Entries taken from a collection
=======
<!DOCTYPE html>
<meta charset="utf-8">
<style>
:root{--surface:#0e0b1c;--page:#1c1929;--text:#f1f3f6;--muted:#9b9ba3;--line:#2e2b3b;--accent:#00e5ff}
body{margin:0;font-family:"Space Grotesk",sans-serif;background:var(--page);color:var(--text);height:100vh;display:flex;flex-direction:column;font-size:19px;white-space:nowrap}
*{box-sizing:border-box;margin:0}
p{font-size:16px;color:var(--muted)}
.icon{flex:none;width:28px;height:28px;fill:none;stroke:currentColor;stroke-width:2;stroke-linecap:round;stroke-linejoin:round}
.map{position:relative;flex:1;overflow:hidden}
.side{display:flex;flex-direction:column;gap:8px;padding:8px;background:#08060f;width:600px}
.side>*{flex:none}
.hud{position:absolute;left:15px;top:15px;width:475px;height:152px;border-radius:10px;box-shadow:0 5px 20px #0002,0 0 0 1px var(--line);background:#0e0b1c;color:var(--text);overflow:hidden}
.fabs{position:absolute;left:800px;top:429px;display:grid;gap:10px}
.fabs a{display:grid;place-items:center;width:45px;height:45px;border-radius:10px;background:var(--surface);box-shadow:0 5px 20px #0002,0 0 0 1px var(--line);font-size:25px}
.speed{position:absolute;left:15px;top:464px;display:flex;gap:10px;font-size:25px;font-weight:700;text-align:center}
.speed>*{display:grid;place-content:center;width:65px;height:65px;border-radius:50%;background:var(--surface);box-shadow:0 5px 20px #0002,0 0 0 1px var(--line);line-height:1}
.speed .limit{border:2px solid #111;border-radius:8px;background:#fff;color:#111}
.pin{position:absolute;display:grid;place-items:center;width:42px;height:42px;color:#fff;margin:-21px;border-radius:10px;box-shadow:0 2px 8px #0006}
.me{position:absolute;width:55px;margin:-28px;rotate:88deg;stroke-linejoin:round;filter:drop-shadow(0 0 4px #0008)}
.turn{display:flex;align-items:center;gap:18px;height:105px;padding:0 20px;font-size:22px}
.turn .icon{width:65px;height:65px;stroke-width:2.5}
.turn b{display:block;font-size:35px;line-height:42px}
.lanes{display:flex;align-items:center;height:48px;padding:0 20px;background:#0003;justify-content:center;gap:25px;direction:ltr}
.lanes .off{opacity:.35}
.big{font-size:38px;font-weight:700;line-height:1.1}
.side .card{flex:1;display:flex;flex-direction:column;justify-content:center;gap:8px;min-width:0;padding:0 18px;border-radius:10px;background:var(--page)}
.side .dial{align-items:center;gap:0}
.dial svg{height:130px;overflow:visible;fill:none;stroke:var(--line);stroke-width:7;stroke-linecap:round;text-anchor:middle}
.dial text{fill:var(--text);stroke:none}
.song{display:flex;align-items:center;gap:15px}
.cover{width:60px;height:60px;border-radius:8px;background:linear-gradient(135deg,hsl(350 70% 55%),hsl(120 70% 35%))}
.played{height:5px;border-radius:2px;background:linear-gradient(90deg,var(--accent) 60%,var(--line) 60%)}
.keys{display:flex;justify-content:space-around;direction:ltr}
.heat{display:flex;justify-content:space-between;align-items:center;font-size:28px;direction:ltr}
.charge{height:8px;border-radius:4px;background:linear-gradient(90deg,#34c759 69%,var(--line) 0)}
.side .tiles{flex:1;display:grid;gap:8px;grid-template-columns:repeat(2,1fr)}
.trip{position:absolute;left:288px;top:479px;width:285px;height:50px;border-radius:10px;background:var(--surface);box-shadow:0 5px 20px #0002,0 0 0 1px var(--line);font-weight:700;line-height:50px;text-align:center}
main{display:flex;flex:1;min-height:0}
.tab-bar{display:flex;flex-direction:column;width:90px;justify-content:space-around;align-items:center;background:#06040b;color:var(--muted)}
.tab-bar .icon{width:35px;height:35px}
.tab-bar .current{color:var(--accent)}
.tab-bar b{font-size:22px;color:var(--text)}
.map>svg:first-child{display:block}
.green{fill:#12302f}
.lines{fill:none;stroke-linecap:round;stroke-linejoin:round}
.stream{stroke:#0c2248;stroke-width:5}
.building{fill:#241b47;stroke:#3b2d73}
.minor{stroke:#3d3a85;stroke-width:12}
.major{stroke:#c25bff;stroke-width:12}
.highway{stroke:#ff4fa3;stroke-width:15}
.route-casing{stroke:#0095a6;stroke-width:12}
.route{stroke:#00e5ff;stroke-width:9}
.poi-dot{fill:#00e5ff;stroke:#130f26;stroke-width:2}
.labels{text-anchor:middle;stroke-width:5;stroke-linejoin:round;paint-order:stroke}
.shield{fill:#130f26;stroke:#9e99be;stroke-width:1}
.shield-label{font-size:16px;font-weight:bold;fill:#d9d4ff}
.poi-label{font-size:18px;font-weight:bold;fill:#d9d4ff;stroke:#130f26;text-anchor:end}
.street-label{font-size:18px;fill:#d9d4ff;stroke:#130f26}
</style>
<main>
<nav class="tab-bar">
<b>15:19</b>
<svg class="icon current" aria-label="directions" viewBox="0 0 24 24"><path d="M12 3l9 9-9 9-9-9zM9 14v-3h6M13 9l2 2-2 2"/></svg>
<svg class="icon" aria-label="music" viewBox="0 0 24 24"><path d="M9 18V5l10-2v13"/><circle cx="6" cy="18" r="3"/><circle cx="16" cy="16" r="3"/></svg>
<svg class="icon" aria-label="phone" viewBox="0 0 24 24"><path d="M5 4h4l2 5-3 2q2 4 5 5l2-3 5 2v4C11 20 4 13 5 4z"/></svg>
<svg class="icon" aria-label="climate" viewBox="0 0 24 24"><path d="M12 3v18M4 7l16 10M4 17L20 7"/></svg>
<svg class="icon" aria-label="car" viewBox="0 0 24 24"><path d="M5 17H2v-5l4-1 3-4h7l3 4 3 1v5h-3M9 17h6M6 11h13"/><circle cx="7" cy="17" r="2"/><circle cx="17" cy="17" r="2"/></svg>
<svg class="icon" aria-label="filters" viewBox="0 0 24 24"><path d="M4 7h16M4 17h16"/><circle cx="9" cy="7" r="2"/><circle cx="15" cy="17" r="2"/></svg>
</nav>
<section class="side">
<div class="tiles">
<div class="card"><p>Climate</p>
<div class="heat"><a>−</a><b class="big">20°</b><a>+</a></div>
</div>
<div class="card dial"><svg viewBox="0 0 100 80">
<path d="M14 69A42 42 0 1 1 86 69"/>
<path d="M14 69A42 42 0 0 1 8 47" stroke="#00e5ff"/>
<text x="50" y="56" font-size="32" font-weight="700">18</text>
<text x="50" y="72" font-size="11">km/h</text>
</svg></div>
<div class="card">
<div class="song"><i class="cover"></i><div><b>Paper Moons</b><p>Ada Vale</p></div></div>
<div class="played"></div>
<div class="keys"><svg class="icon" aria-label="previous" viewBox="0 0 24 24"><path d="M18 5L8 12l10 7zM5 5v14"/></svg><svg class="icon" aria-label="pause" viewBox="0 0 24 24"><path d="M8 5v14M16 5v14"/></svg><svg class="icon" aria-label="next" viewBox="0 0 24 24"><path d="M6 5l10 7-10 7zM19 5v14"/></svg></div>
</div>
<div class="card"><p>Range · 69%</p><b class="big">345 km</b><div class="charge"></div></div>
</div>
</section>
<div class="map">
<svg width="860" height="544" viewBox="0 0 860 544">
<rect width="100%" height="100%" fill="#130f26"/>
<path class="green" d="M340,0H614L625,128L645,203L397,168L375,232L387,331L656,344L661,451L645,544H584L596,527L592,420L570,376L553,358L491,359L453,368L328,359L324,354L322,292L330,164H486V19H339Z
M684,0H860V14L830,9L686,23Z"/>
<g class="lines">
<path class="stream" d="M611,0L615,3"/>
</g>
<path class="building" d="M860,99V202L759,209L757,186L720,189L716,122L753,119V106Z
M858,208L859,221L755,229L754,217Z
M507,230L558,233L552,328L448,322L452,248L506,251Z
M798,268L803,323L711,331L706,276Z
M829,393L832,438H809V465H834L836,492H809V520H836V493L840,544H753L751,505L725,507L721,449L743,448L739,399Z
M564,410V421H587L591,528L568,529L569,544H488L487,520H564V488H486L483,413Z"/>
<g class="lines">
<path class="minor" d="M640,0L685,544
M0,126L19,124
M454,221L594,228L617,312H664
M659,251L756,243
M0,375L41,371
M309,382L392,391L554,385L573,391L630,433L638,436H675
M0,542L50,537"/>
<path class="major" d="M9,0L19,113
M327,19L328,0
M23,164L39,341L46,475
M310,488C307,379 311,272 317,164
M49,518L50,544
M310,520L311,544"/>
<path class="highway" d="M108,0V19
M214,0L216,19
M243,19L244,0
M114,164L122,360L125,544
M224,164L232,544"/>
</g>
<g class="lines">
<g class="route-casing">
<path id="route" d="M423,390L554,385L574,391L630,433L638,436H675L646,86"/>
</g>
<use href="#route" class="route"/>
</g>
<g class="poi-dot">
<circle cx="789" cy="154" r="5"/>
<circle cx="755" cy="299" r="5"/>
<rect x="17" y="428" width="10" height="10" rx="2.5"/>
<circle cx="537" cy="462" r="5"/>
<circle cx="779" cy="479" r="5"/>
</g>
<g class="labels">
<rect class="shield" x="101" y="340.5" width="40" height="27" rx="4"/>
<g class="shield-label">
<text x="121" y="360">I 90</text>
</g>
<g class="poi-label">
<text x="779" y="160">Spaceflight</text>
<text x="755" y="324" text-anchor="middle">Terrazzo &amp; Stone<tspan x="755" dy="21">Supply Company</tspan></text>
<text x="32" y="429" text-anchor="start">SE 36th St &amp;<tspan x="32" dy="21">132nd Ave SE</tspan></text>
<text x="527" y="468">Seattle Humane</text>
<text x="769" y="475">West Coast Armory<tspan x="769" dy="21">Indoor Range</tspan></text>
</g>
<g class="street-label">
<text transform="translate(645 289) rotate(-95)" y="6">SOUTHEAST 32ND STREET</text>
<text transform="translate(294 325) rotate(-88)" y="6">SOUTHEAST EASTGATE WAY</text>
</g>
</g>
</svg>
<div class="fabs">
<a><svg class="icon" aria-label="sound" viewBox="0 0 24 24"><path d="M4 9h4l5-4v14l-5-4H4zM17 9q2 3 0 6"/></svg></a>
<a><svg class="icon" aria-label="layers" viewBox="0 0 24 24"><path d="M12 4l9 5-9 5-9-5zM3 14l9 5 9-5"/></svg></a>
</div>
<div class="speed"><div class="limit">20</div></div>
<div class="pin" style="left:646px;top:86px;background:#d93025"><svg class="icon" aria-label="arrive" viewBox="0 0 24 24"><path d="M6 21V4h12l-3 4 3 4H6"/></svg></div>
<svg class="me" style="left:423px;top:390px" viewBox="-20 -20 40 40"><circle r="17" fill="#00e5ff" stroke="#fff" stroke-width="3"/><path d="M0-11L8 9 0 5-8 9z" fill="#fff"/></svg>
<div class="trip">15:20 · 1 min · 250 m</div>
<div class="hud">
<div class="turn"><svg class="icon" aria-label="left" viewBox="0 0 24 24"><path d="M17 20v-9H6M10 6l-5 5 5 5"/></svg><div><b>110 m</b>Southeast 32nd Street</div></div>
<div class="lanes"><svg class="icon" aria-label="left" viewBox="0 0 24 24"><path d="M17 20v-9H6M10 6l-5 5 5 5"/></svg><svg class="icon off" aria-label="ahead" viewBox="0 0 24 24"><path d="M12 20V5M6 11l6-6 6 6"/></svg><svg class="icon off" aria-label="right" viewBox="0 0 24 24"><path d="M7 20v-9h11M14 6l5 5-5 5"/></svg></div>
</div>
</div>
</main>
=======
What you will do >> Filter the preceding entries down to the lines with "fabs".

Answer space >>
.fabs{position:absolute;left:800px;top:429px;display:grid;gap:10px}
.fabs a{display:grid;place-items:center;width:45px;height:45px;border-radius:10px;background:var(--surface);box-shadow:0 5px 20px #0002,0 0 0 1px var(--line);font-size:25px}
<div class="fabs">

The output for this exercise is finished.